**WHAT THIS TASK INVOLVES**
For the records that follow, say how many lines have the word "solid" in them. Write the number and nothing more.

**DATA FOR REVIEW**
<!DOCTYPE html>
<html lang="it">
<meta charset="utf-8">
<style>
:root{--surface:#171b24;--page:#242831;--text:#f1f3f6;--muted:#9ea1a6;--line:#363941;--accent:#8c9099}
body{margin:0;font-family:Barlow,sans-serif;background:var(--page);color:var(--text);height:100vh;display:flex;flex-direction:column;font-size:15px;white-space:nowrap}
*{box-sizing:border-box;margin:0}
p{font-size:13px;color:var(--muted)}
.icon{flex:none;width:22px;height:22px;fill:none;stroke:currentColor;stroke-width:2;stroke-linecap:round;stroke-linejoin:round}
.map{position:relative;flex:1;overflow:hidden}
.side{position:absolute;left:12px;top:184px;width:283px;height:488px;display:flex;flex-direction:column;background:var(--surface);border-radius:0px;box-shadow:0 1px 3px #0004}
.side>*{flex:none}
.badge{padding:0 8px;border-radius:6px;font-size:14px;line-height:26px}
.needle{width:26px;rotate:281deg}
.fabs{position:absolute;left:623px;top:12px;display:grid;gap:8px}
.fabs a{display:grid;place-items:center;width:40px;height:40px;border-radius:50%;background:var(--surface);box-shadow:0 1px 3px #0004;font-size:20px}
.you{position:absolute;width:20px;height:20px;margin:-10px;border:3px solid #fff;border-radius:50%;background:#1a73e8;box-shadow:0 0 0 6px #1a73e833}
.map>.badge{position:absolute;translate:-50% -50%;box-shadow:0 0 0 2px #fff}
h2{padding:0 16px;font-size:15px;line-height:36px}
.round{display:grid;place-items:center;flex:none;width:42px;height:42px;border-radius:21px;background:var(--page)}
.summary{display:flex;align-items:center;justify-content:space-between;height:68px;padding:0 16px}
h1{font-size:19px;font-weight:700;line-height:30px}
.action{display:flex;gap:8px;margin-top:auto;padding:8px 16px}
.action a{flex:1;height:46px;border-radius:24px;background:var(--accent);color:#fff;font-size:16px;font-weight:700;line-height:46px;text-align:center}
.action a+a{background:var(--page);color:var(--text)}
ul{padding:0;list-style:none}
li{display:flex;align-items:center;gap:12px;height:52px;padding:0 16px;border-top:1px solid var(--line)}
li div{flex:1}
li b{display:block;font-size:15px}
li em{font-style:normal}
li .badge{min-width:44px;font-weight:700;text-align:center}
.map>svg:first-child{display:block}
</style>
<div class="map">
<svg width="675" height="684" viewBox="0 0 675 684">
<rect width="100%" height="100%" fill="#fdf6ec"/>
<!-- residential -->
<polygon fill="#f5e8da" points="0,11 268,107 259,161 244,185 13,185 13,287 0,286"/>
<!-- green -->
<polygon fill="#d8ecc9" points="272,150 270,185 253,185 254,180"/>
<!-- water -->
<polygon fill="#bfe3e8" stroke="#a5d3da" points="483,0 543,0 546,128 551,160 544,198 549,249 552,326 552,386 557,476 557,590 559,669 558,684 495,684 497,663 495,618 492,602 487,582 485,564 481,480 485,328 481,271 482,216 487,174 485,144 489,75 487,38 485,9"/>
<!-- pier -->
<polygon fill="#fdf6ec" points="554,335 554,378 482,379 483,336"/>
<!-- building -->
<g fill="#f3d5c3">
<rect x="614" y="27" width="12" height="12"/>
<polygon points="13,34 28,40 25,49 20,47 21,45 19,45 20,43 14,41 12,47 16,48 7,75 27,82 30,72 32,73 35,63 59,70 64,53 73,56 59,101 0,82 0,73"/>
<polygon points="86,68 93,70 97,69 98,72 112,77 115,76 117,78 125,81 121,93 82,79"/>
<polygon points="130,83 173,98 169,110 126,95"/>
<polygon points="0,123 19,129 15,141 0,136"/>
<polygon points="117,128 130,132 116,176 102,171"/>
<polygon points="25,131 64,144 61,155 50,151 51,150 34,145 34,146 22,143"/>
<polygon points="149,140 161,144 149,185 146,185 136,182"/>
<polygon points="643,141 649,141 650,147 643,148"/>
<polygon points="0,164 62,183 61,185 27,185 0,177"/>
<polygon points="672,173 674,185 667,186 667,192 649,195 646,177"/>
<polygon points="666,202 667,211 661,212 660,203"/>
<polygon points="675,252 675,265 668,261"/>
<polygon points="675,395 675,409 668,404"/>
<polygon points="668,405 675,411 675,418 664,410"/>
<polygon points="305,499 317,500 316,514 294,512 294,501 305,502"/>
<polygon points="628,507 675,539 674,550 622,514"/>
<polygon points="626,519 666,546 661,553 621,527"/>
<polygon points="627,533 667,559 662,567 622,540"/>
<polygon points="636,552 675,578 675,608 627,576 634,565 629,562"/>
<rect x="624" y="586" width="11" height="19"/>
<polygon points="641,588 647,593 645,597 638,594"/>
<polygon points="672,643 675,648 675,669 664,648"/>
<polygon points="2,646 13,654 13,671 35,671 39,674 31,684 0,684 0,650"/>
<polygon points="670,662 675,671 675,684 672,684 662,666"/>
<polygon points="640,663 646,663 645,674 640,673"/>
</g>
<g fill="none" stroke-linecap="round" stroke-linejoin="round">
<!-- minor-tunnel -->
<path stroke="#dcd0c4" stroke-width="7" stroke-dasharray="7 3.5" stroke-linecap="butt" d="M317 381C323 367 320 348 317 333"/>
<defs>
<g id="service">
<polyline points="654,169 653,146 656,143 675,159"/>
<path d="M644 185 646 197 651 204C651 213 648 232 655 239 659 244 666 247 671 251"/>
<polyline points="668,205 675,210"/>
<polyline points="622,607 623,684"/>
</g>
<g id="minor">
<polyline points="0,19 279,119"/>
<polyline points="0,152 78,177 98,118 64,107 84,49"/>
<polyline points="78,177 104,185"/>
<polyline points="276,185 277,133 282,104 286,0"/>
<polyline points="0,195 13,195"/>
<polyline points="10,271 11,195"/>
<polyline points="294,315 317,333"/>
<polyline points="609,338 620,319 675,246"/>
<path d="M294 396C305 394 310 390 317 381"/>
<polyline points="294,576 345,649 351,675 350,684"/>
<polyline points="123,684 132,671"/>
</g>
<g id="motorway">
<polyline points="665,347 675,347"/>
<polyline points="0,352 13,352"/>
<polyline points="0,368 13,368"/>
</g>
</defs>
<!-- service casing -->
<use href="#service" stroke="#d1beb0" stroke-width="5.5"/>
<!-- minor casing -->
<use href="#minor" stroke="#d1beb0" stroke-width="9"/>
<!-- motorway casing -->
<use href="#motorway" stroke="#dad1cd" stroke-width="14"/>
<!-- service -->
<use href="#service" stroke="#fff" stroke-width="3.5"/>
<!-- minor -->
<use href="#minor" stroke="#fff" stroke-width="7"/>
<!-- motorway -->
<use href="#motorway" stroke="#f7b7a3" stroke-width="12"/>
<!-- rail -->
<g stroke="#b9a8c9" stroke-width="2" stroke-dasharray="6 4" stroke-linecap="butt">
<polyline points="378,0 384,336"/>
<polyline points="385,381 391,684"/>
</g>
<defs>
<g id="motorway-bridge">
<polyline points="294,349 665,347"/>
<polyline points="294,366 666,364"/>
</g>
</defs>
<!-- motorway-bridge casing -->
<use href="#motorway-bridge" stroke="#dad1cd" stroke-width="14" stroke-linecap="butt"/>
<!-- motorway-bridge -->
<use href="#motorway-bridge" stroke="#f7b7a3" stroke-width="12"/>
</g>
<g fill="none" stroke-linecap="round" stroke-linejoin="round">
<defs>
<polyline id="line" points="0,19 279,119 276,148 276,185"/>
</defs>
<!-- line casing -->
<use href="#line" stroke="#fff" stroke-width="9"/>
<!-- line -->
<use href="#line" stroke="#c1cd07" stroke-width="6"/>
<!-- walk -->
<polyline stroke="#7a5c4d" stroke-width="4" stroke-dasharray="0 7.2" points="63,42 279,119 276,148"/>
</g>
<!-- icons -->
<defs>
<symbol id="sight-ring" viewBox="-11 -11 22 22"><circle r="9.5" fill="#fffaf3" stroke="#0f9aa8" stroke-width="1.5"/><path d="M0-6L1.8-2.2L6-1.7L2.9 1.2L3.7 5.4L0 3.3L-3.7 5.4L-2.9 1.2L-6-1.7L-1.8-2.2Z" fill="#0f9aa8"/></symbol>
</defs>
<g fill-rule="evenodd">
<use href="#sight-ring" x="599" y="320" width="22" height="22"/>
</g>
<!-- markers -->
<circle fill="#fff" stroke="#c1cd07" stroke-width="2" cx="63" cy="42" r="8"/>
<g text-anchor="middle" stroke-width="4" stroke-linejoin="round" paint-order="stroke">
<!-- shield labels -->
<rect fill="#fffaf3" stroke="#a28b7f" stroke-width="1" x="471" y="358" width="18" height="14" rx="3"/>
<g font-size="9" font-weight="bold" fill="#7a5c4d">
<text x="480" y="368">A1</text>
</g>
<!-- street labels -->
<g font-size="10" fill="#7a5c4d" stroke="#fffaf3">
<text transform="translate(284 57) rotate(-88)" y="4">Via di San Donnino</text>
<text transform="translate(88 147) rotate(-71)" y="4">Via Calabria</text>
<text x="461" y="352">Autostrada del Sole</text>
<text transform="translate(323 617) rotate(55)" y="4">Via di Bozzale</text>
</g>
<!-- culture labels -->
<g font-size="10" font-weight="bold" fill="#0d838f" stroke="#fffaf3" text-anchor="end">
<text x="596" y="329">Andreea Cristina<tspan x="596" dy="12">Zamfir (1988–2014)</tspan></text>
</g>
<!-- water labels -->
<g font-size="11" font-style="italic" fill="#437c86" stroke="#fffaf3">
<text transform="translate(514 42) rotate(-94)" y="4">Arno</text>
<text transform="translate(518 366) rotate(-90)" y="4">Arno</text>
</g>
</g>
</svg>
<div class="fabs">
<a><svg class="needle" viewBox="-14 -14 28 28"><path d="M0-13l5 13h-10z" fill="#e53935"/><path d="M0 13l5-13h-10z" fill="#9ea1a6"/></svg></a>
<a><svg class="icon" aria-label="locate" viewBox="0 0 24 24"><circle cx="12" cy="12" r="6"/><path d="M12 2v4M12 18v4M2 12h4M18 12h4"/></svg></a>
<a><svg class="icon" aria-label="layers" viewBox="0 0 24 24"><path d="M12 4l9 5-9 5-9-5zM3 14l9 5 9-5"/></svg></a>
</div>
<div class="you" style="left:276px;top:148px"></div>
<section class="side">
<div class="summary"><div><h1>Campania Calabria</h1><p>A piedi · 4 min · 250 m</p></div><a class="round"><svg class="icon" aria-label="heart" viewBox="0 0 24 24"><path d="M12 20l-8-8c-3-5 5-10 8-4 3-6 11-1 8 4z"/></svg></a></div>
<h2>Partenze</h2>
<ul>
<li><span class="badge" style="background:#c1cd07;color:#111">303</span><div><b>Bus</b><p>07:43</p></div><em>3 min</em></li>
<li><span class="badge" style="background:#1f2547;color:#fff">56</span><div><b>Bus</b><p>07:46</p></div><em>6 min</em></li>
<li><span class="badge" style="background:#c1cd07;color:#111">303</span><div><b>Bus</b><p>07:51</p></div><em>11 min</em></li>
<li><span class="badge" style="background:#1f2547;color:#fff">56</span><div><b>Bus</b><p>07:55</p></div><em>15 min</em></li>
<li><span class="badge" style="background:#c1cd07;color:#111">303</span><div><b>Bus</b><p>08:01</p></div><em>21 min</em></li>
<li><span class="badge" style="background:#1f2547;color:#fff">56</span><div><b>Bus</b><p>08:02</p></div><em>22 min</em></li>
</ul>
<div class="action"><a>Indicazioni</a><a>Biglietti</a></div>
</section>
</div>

**SOLUTION TO THE EXERCISE**
2